#### PROBLEM REQUIREMENTS:
Which lines of the material contain the word "Lukes"? Show each one.

--- EXTRACTED RECORDS ---

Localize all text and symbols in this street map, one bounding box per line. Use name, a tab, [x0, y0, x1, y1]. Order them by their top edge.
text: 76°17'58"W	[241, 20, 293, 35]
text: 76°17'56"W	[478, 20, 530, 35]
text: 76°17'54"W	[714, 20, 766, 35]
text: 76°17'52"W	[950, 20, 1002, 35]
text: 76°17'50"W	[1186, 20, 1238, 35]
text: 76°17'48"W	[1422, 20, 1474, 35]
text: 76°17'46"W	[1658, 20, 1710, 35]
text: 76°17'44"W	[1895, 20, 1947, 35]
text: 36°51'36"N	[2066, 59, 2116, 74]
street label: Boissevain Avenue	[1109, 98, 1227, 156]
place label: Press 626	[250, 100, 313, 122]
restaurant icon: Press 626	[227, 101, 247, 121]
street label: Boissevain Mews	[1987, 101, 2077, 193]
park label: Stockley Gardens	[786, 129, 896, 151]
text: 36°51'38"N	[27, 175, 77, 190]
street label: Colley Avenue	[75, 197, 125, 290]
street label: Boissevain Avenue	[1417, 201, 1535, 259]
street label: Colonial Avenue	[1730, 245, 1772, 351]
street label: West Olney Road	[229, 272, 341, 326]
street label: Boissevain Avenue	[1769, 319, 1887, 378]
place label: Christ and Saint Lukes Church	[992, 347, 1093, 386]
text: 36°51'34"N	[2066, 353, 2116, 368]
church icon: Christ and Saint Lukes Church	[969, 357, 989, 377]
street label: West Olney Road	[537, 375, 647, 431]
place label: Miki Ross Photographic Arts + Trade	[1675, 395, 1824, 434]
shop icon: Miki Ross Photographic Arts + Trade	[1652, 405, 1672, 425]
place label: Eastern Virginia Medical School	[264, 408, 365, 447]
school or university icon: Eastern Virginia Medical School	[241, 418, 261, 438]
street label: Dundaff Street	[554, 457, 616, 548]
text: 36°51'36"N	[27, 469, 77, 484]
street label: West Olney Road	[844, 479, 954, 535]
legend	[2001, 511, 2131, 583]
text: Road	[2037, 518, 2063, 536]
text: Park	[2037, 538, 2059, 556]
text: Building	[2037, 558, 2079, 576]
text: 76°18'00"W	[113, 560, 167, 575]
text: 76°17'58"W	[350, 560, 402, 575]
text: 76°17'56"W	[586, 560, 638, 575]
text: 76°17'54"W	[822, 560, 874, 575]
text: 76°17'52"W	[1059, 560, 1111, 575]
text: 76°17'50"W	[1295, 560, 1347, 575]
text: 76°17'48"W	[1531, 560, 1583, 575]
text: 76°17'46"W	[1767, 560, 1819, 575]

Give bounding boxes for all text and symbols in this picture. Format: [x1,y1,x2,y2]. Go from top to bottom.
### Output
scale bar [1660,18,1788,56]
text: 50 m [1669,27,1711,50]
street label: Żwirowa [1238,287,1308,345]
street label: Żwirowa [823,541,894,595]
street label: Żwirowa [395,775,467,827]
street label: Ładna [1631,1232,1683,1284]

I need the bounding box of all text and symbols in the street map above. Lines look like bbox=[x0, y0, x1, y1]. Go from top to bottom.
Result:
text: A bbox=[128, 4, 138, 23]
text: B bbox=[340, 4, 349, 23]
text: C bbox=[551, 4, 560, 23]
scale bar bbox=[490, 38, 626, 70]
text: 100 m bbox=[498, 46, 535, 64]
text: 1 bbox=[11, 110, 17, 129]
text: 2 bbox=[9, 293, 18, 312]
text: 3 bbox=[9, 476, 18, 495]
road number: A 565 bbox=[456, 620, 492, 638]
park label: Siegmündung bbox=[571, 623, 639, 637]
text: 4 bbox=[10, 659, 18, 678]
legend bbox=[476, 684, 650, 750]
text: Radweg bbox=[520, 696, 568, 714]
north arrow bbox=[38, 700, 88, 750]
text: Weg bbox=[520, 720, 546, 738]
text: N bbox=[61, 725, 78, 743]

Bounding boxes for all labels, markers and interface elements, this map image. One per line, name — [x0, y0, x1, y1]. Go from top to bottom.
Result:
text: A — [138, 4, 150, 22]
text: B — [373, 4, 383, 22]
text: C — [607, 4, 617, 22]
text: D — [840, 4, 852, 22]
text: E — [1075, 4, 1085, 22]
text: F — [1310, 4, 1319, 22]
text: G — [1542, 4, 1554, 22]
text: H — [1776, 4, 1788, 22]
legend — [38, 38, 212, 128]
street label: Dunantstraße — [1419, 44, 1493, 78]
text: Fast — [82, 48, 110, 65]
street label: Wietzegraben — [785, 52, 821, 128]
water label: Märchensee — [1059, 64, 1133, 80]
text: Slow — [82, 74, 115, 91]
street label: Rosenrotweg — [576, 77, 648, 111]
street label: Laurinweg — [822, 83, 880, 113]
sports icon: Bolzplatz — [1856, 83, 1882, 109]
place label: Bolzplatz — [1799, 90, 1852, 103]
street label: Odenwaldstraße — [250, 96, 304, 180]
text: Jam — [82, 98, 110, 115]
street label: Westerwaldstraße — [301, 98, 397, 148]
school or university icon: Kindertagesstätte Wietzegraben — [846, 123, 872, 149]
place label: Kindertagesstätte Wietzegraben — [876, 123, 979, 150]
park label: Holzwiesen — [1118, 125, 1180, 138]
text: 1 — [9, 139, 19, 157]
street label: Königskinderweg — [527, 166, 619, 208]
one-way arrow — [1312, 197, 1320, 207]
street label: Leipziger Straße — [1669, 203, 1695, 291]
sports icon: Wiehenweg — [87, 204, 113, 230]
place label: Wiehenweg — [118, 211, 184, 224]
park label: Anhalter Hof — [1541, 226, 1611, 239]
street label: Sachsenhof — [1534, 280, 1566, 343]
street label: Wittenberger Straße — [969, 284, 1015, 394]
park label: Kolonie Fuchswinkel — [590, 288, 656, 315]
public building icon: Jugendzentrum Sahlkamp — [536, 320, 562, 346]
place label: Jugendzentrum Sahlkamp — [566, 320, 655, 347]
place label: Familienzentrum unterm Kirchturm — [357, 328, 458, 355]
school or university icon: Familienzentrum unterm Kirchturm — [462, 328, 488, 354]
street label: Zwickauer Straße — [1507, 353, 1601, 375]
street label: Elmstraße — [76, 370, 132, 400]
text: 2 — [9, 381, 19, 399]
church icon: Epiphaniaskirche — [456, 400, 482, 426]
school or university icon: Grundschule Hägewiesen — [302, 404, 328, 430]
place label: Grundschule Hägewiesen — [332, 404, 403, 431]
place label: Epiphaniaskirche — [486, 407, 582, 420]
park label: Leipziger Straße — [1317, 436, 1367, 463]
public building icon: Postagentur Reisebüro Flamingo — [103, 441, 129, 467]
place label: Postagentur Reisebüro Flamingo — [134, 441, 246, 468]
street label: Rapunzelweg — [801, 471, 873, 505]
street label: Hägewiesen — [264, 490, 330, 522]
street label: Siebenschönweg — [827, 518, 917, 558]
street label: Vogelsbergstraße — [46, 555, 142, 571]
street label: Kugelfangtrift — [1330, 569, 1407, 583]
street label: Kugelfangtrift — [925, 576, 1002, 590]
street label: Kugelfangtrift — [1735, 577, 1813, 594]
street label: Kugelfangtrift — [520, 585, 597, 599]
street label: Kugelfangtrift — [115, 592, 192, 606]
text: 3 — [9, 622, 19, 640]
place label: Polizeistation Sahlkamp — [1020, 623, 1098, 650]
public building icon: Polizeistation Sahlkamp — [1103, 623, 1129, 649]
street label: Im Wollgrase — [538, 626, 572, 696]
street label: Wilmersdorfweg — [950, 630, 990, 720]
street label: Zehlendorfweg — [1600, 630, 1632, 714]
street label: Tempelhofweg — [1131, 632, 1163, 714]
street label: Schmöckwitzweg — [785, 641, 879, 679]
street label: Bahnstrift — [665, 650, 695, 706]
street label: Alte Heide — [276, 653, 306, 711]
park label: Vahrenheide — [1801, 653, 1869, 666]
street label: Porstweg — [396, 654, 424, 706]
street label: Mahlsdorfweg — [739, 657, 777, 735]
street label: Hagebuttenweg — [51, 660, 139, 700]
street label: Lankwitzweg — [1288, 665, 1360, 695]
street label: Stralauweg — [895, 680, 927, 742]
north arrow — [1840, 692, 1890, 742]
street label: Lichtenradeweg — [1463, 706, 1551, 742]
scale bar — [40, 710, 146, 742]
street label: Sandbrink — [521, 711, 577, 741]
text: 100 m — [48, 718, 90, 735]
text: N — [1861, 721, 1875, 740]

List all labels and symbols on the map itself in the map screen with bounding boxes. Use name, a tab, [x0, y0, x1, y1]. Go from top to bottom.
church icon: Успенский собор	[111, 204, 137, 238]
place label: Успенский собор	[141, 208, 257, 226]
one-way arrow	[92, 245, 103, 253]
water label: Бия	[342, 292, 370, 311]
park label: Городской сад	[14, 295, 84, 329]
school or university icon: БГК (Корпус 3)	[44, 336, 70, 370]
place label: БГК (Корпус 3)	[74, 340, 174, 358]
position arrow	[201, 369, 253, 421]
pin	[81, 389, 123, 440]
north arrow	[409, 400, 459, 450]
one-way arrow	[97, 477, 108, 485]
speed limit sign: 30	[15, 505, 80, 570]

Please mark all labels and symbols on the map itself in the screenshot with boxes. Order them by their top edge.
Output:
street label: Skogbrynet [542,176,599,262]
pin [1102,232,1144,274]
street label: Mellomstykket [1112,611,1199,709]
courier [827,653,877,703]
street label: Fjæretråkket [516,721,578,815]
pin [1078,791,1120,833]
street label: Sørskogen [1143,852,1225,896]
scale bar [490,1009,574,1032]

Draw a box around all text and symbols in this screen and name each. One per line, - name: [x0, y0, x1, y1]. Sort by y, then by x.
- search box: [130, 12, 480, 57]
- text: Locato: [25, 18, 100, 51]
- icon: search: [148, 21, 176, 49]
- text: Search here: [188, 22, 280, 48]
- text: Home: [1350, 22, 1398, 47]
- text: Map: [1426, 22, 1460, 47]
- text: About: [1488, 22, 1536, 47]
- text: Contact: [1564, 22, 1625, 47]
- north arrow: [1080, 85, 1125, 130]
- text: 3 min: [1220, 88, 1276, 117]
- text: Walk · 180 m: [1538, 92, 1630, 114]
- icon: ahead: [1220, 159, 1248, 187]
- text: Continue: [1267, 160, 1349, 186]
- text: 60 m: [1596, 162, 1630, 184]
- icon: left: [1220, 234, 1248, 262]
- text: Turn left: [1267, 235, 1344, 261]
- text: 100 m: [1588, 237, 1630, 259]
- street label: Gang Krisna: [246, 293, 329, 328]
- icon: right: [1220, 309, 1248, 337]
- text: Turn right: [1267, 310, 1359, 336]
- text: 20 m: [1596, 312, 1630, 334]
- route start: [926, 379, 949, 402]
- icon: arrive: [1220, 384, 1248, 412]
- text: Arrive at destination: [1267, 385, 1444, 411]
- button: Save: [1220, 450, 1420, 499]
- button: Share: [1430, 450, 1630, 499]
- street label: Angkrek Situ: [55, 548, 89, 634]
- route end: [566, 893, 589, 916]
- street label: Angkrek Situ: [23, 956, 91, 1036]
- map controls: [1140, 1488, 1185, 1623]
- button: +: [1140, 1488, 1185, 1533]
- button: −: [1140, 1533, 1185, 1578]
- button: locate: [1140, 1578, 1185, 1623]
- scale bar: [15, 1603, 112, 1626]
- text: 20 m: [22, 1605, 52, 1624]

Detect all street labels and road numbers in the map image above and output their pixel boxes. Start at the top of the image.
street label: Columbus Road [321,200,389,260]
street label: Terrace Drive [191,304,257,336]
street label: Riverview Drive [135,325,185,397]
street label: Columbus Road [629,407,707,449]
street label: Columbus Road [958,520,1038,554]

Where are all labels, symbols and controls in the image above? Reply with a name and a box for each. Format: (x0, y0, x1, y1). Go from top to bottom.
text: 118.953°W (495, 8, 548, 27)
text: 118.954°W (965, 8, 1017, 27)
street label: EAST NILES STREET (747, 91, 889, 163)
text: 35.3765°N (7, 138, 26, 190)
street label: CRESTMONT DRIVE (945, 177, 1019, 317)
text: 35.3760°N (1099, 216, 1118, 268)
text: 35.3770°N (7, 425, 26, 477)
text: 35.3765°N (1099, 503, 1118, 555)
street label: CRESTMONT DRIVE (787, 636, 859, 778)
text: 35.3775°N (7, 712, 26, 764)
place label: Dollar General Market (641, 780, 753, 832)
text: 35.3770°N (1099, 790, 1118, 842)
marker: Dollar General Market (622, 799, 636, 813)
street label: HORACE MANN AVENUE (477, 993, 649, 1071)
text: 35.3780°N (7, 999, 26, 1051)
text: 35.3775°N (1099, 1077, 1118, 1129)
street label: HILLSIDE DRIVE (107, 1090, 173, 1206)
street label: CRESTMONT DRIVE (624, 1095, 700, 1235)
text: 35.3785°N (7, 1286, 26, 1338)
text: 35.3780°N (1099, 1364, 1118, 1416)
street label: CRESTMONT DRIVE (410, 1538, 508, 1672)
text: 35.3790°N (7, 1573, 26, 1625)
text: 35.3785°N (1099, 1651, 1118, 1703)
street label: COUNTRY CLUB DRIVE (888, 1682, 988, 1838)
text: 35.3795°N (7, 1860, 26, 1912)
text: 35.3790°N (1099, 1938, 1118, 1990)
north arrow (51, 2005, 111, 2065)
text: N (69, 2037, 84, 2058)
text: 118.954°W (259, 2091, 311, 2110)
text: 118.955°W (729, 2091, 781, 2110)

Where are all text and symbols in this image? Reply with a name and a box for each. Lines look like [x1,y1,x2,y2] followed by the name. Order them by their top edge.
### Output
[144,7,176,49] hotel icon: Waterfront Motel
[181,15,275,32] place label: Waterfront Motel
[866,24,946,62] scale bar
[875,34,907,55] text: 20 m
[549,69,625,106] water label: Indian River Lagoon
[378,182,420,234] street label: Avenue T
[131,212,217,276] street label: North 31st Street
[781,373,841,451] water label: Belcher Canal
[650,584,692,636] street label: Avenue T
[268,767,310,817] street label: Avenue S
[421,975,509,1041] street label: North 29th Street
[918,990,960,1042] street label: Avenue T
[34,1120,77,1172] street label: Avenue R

---

#### YOUR RESPONSE:
place label: Christ and Saint Lukes Church	[992, 347, 1093, 386]
church icon: Christ and Saint Lukes Church	[969, 357, 989, 377]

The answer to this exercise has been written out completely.